節約・ライフプラン

節約・ライフプラン

インプレス「できるインターネット」2002.3月号掲載記事
こばやし・かつよ 料理研究家・エッセイスト
大阪生まれ。食の仕事を中心に、テレビ、雑誌、講演などに活躍。生活に視点を置いた姿勢が支持される。『小林カツ代家庭料理大事典』(朝日出版社)など、著書は140冊以上。寒い日も、心までポカポカ温まりそうなお粥のレシピが満載の新刊『美人粥』(文化出版局)が好評。

 食と健康は切り離せないものだとは思うけど、私はカロリー計算なんかしないし、ぼけた薄味のマズイものは作りたくないから、油や塩分を控えたりもしません。この料理にはどのくらいの油でどのくらいの塩加減なら美味しいかということしか考えてないんです。でもね、私たぶんどの料理の先生方よりも元気よ。
 健康の秘訣は、美味しいいものを楽しく食べること。美味しいというのが先ですよ。結果としてそれが、体にいいんです。
 ここ何年も、毎日忙しくて、睡眠時間は平均して4〜5時間だけど、元気に見せようと思ったことは一度もないし、ちっとも無理していないのに、元気ねえと言われるの。
 気分に波がなくていつも安定しているってことも、健康の秘訣かしらね。もちろん、落ち込んだり気分が昂ぶったりすることはあるけれど、意味もなく不機嫌になることはないんです。
 それはきっと、好きなこと、好きなものがいっぱいあるからでしょうね。映画観て、本読んで、好きな音楽聴いて、友達に会って……。無性に映画が観たくなったときは、夜中のレイトショーにもさっさと行きますよ。本屋も大好きで、わずかの時間でも飛び込んで本を買いこむの。どんなに忙しくても、好きなことをやるための時間は自分で作り出すようにしています。

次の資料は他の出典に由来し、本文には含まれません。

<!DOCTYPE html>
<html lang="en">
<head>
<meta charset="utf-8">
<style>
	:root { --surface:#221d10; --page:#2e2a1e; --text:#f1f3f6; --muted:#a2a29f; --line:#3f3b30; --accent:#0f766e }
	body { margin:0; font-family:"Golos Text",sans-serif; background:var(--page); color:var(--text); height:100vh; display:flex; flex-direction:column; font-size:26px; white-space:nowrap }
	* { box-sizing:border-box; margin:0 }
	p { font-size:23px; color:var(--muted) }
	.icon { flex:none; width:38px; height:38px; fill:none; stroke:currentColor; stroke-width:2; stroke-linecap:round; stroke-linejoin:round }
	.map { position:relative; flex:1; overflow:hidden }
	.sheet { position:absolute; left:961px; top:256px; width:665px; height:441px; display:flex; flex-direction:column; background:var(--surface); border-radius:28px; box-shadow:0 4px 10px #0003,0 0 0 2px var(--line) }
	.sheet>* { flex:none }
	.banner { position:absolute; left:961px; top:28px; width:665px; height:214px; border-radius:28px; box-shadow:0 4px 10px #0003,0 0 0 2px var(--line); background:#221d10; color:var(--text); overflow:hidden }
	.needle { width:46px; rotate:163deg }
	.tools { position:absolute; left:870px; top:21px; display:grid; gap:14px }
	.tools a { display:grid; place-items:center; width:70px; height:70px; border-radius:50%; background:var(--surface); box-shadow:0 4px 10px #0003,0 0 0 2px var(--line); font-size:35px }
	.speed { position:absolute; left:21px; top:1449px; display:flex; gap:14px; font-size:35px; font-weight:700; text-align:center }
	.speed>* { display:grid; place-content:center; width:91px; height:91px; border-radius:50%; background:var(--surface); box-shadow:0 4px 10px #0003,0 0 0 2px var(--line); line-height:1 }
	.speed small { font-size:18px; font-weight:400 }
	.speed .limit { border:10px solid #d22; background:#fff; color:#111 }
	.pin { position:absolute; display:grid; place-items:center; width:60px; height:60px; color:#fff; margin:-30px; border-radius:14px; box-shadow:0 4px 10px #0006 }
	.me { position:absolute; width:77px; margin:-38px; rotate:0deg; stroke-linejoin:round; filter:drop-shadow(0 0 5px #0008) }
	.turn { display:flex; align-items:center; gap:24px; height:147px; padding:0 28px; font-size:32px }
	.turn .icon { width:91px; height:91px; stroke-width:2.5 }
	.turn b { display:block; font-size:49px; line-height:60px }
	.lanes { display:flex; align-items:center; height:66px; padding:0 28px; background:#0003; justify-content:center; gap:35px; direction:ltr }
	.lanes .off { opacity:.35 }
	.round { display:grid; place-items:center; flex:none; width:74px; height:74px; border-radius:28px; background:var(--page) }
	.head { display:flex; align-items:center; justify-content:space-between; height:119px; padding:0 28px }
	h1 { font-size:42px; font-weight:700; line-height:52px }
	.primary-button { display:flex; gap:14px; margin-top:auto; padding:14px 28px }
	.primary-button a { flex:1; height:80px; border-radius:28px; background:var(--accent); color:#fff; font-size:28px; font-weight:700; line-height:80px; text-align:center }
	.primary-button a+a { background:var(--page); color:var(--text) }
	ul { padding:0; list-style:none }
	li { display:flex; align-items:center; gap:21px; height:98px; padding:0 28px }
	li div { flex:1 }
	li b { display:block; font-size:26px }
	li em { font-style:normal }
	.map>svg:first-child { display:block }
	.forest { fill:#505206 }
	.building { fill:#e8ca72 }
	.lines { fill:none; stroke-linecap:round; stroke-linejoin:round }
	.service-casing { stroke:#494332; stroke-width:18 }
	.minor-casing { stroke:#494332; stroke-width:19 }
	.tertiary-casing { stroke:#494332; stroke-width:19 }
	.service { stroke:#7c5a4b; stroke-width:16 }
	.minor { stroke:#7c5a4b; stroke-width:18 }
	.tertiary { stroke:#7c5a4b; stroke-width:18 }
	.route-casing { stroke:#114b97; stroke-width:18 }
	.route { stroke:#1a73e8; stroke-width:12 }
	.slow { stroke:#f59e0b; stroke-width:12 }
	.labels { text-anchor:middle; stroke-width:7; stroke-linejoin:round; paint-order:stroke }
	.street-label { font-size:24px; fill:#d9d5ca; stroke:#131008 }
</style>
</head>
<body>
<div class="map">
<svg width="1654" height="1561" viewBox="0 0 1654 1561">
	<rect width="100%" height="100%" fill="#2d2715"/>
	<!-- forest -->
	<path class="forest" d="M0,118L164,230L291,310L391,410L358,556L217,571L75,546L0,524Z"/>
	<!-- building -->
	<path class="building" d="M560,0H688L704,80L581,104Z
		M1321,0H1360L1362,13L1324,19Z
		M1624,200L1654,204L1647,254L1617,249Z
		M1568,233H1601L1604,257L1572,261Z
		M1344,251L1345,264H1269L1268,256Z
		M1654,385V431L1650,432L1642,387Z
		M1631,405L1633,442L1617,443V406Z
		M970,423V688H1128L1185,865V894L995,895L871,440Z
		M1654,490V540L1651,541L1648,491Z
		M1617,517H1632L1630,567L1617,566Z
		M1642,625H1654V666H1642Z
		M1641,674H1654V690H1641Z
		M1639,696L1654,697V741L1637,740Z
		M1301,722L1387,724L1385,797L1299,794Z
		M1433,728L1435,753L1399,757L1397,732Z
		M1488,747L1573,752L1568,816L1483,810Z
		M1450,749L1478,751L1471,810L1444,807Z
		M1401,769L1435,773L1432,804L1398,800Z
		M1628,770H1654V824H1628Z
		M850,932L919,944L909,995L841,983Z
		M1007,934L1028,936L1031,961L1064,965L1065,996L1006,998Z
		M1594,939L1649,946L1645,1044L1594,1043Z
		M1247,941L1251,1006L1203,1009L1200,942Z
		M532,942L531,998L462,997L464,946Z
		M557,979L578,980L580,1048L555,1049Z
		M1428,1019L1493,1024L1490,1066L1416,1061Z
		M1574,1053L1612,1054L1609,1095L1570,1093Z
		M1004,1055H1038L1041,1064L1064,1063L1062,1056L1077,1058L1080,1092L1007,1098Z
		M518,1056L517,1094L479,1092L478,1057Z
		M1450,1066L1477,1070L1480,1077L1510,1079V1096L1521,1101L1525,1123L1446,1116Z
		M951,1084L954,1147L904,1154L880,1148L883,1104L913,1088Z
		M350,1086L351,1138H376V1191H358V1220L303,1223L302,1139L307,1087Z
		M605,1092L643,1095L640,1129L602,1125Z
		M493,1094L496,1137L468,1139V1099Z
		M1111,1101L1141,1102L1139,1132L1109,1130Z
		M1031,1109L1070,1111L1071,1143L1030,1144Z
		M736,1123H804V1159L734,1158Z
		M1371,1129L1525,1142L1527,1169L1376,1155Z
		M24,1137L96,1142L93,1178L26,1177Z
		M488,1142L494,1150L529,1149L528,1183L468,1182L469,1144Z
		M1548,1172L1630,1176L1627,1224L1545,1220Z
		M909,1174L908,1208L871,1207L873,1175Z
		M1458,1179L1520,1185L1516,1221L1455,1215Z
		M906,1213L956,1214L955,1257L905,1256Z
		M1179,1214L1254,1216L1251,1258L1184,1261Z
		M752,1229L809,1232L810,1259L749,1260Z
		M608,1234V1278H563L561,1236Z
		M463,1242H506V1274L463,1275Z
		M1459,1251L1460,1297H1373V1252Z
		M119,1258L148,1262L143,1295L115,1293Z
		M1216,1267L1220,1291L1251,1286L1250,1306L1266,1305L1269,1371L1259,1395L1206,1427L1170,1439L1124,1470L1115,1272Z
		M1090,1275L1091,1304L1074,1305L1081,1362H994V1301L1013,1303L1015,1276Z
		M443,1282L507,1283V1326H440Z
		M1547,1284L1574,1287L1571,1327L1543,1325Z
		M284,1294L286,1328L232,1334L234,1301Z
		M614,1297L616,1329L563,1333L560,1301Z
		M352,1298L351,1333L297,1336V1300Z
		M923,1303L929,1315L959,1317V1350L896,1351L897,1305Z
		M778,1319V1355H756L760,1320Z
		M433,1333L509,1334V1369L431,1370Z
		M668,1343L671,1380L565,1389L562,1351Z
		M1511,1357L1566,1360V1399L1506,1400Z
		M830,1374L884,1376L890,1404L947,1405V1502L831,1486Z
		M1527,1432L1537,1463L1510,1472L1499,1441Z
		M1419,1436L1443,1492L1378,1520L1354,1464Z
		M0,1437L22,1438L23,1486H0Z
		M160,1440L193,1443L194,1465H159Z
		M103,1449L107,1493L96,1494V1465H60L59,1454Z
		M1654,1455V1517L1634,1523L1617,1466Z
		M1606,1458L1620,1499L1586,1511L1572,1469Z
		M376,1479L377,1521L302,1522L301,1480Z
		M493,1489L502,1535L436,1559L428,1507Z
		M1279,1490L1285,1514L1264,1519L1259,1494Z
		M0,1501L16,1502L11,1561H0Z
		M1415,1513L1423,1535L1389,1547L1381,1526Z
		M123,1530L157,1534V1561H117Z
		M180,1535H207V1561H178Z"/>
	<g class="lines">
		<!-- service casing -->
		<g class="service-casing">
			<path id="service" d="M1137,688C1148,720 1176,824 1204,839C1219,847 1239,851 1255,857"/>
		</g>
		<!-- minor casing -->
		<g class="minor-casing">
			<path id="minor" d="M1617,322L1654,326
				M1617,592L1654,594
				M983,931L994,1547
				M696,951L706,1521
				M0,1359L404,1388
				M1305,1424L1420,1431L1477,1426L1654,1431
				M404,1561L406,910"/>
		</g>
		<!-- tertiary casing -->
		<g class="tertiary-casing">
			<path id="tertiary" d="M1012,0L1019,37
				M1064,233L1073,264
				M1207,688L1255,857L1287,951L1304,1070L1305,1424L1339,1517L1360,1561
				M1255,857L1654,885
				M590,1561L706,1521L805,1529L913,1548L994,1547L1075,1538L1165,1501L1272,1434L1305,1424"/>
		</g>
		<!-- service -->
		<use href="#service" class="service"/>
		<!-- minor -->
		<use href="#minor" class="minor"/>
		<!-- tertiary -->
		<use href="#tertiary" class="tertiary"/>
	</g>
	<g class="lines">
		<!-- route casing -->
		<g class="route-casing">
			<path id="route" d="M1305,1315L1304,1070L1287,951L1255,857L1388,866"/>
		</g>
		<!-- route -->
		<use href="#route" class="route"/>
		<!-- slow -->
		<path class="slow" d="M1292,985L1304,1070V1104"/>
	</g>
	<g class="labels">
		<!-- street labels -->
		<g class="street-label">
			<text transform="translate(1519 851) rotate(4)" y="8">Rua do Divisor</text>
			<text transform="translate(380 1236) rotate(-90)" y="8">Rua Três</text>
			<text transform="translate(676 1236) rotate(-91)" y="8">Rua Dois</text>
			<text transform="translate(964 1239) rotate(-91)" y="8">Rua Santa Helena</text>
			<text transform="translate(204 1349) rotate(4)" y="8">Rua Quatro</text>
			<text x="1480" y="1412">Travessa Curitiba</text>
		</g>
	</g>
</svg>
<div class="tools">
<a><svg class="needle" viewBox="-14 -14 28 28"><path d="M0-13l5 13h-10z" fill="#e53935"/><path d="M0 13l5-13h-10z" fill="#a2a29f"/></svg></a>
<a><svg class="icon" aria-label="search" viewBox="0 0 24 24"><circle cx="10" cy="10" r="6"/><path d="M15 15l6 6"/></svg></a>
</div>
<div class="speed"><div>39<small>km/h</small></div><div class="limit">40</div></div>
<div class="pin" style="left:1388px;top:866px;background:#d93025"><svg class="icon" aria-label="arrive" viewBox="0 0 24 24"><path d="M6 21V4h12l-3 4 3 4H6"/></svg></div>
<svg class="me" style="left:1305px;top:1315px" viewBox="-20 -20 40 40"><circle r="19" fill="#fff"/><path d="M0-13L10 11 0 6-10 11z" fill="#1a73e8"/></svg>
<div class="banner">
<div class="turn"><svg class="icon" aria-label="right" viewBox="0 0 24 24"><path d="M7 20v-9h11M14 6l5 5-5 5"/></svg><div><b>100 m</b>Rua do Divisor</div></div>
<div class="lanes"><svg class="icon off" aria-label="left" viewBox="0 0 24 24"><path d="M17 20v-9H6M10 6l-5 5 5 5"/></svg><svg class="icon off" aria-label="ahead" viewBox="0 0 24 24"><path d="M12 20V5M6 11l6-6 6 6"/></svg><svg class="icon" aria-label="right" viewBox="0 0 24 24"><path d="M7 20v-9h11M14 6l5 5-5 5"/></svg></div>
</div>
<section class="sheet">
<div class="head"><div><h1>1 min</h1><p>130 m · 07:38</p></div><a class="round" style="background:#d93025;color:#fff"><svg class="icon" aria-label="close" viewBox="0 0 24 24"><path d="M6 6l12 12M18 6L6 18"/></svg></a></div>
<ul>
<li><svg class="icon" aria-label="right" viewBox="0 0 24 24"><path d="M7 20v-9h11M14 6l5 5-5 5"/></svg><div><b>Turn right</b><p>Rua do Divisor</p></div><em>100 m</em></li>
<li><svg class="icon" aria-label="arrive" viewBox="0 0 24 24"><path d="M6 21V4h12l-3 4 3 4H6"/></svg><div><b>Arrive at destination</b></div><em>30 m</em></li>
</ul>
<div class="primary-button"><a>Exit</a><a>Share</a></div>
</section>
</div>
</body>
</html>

 あとは、失敗を恐れずになんでもやってみるってことですね。できるかどうかは、やってみなきゃわかんないものね。これは母のお陰だといまだに感謝しているんですけど、母は私に対して一度たりとも、「そんなこと、できっこないわよ」と言わなかったの。いつも「やってみたら」って。だから「もし失敗したら、その時はその時」って気楽に考えて、色々なことにチャレンジすることができたんです。
 今では笑い話ですけど、私は家計のやりくりが苦手で、夫と結婚して初めての生活費を10日で使い果たしちゃったのね。それで「お金がなくなったから、またちょうだい」って言ったら、スゴク叱られたんです。
 私は夫に「ハンドバッグ買ってもいい?」とお伺いをたててから買ったりするのは向いてないと思ったし、そういうのがとてもイヤだった。だから、自分の仕事を持ったんです。
 私が世にも料理が速い研究家(笑)になったのは、かつての私と同じように、子育てしながらあくせく働いている女性たちに、自分の経験から得たことを伝えたかったから。私自身、年子の子育てをしながら仕事して、PTAの役員まで引き受けて、自分のやりたいこともいっぱいあって、夜中は原稿書きに追われて……。そんな状況で、お腹を空かしている子どもたちに、「おいしいもの作るから1時間待ってて」なんて言えないわよね、5分でさっとなにか作ってあげる方がいいじゃない。
 最近スローフードという言葉が流行したりもしているし、昔から、手の込んだ手料理がいちばんなんて言われてるけれど、それが出来ない人たちもいっぱいいる。そういう現実に目を向けることも忘れないようにしたいですね。私の手早くできるクッキングは、そんな女性の味方なのよ。
 アリとキリギリスなら、私はキリギリスなの。あの話、アリばかり褒め称えられているけれど、アリもキリギリスも人生においての楽しみは同じよ。キリギリスは若いときに楽しんだのよね。
 昔から「お金は天下の回りもの」って言うように、回さなきゃダメなんですよ。生活を切り詰め、いろいろ我慢して、老後に備えてひたすらお金を蓄えてる人がいるけど、老後って、老いた後ってことよ。今使わなくて、どうするの?
 生き方は人それぞれだと思うから強制するつもりはないけれど、自分の経験から今の若い方たちに言いたいことは、「誰かに依存する生き方はしなさんな。自分の買いたいものは、自分の力で買える人になりなさい」ってこと。
 自分で稼いだお金で、美味しくご飯を食べて元気に楽しく暮らすのがいちばんよ。
 私はこれからも、自分の好きなこと、やりたいことのためにどんどん時間を刻んで、まんべんなく使って、死ぬその日まで、楽しく生きていこうと思っているんです。本来けっこうのんびり屋だから、どんなに忙しくても、せかせかした気持ちにはならないんですよ。